Kanadas Wirtschaft kühlte sich im Mai leicht ab. Tatsächlich wuchs das Bruttoinlandsprodukt (BIP) um 0,3% und knüpfte damit an den Anstieg von 0,6% im Vormonat an (revidiert von 0,5%), wie von Statistics Canada veröffentlichte Daten zeigen.
Aus der Pressemitteilung: "Das reale Bruttoinlandsprodukt (BIP) wuchs im Mai um 0,3% und legte damit den zweiten Monat in Folge zu, da sowohl die güterproduzierenden als auch die dienstleistungsproduzierenden Branchen im Monat expandierten. Insgesamt trugen 13 von 20 Industriesektoren zum Wachstum bei. Die güterproduzierenden Branchen expandierten um 0,6%, da die meisten Sektoren des Gesamtbereichs im Mai zulegten. Die dienstleistungsproduzierenden Branchen stiegen um 0,2%, was vor allem auf Zuwächse im Bereich Immobilien sowie Vermietung und Leasing und in der öffentlichen Verwaltung zurückzuführen war."

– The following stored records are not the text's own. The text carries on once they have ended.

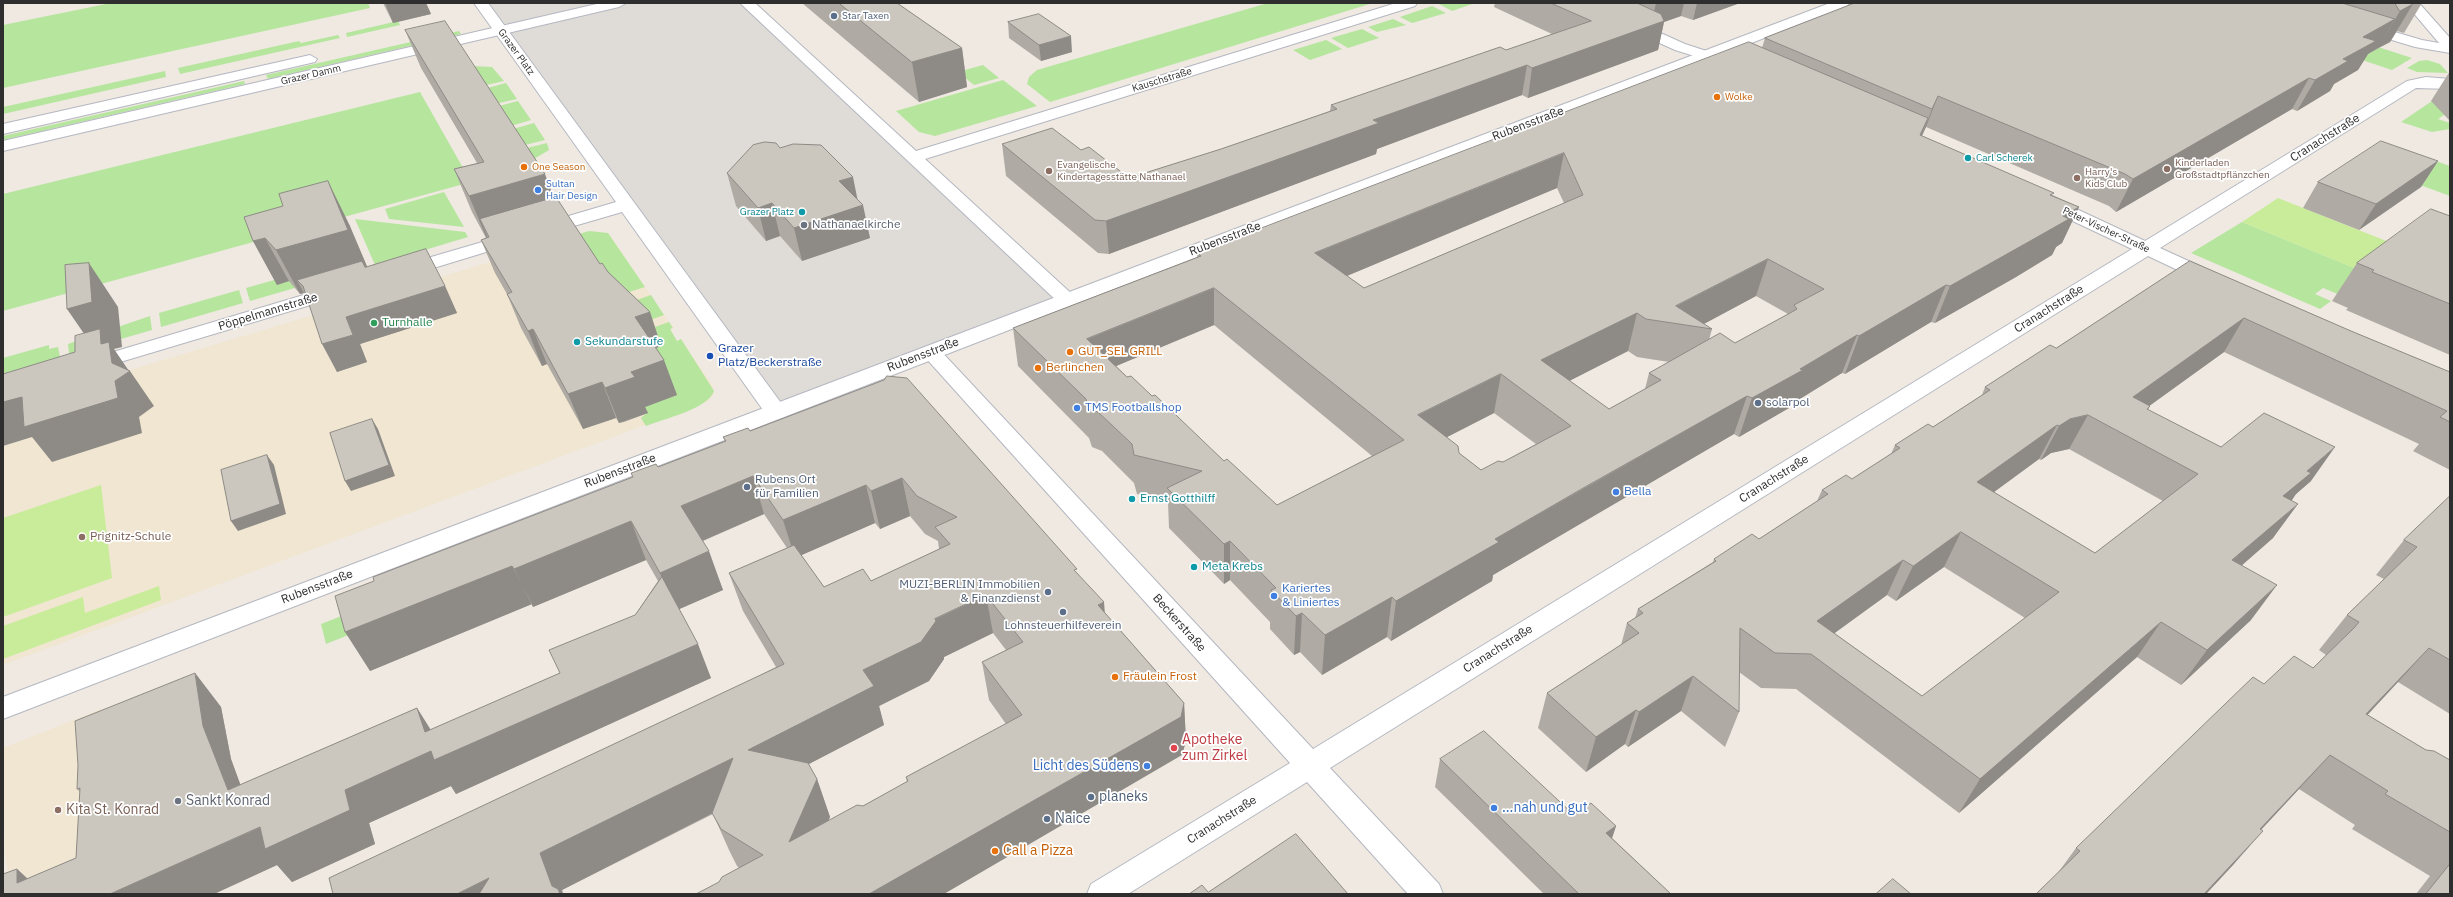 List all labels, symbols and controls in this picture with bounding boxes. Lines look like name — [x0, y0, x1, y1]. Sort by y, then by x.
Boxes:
place label: Star Taxen — [842, 10, 889, 22]
marker: Star Taxen — [829, 11, 839, 21]
street label: Grazer Platz — [495, 27, 537, 77]
street label: Grazer Damm — [280, 62, 342, 88]
street label: Kauschstraße — [1131, 65, 1193, 95]
place label: Wolke — [1725, 91, 1753, 103]
marker: Wolke — [1712, 92, 1722, 102]
street label: Rubensstraße — [1490, 104, 1566, 144]
street label: Cranachstraße — [2288, 111, 2362, 165]
place label: Carl Scherek — [1976, 152, 2033, 164]
marker: Carl Scherek — [1963, 153, 1973, 163]
place label: Kinderladen Großstadtpflänzchen — [2175, 157, 2270, 180]
place label: Evangelische Kindertagesstätte Nathanael — [1057, 159, 1185, 182]
place label: One Season — [532, 161, 585, 173]
marker: One Season — [519, 162, 529, 172]
marker: Kinderladen Großstadtpflänzchen — [2162, 164, 2172, 174]
marker: Evangelische Kindertagesstätte Nathanael — [1044, 166, 1054, 176]
place label: Harry's Kids Club — [2085, 166, 2127, 190]
marker: Harry's Kids Club — [2072, 173, 2082, 183]
place label: Sultan Hair Design — [546, 178, 597, 202]
marker: Sultan Hair Design — [533, 185, 543, 195]
street label: Peter-Vischer-Straße — [2061, 205, 2151, 255]
place label: Grazer Platz — [740, 206, 794, 218]
marker: Grazer Platz — [797, 207, 807, 217]
place label: Nathanaelkirche — [812, 218, 901, 232]
street label: Rubensstraße — [1187, 219, 1263, 259]
marker: Nathanaelkirche — [799, 220, 809, 230]
street label: Cranachstraße — [2012, 282, 2086, 336]
street label: Pöppelmannstraße — [217, 290, 319, 334]
place label: Turnhalle — [382, 316, 433, 330]
marker: Turnhalle — [369, 318, 379, 328]
place label: Sekundarstufe — [585, 335, 663, 349]
street label: Rubensstraße — [885, 335, 961, 375]
marker: Sekundarstufe — [572, 337, 582, 347]
place label: Grazer Platz/Beckerstraße — [718, 342, 822, 370]
place label: GUT_SEL GRILL — [1078, 345, 1162, 359]
marker: GUT_SEL GRILL — [1065, 347, 1075, 357]
marker: Grazer Platz/Beckerstraße — [705, 351, 715, 361]
place label: Berlinchen — [1046, 361, 1104, 375]
marker: Berlinchen — [1033, 363, 1043, 373]
place label: solarpol — [1766, 396, 1810, 410]
marker: solarpol — [1753, 398, 1763, 408]
place label: TMS Footballshop — [1085, 401, 1182, 415]
marker: TMS Footballshop — [1072, 403, 1082, 413]
street label: Rubensstraße — [582, 451, 658, 491]
street label: Cranachstraße — [1737, 452, 1811, 506]
place label: Rubens Ort für Familien — [755, 473, 819, 501]
marker: Rubens Ort für Familien — [742, 482, 752, 492]
place label: Bella — [1624, 485, 1651, 499]
marker: Bella — [1611, 487, 1621, 497]
place label: Ernst Gotthilff — [1140, 492, 1215, 506]
marker: Ernst Gotthilff — [1127, 494, 1137, 504]
place label: Prignitz-Schule — [90, 530, 171, 544]
marker: Prignitz-Schule — [77, 532, 87, 542]
place label: Meta Krebs — [1202, 560, 1263, 574]
marker: Meta Krebs — [1189, 562, 1199, 572]
street label: Rubensstraße — [279, 567, 355, 607]
place label: MUZI-BERLIN Immobilien & Finanzdienst — [899, 578, 1040, 606]
place label: Kariertes & Liniertes — [1282, 582, 1340, 610]
marker: MUZI-BERLIN Immobilien & Finanzdienst — [1043, 587, 1053, 597]
street label: Beckerstraße — [1149, 591, 1209, 655]
marker: Kariertes & Liniertes — [1269, 591, 1279, 601]
marker: Lohnsteuerhilfeverein — [1058, 607, 1068, 617]
place label: Lohnsteuerhilfeverein — [1004, 619, 1122, 633]
street label: Cranachstraße — [1461, 622, 1535, 676]
place label: Fräulein Frost — [1123, 670, 1197, 684]
marker: Fräulein Frost — [1110, 672, 1120, 682]
place label: Apotheke zum Zirkel — [1182, 732, 1247, 764]
marker: Apotheke zum Zirkel — [1169, 743, 1179, 753]
place label: Licht des Südens — [1033, 758, 1139, 774]
marker: Licht des Südens — [1142, 761, 1152, 771]
place label: planeks — [1099, 789, 1148, 805]
marker: planeks — [1086, 792, 1096, 802]
place label: Sankt Konrad — [186, 793, 270, 809]
street label: Cranachstraße — [1185, 793, 1259, 847]
marker: Sankt Konrad — [173, 796, 183, 806]
place label: ...nah und gut — [1502, 800, 1588, 816]
place label: Kita St. Konrad — [66, 802, 159, 818]
marker: ...nah und gut — [1489, 803, 1499, 813]
marker: Kita St. Konrad — [53, 805, 63, 815]
place label: Naice — [1055, 811, 1091, 827]
marker: Naice — [1042, 814, 1052, 824]
place label: Call a Pizza — [1003, 843, 1073, 859]
marker: Call a Pizza — [990, 846, 1000, 856]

Der Kanadische Dollar (CAD) behält am Freitag seine bullische Haltung bei, was USD/CAD dazu veranlasst, die wöchentliche Abwärtsbewegung auszuweiten und nach der Veröffentlichung der kanadischen BIP-Daten unter 1,4000 zu fallen.
Das Bruttoinlandsprodukt (BIP) misst das Wirtschaftswachstum eines Landes. Es zeigt die Veränderung der Wirtschaftsleistung über einen bestimmten Zeitraum, in der Regel ein Quartal, an. Ein besonders nützlicher Vergleich ist der zwischen zwei aufeinanderfolgenden Quartalen oder zum Vorjahresquartal, um Wachstumsentwicklungen nachvollziehbar darzustellen.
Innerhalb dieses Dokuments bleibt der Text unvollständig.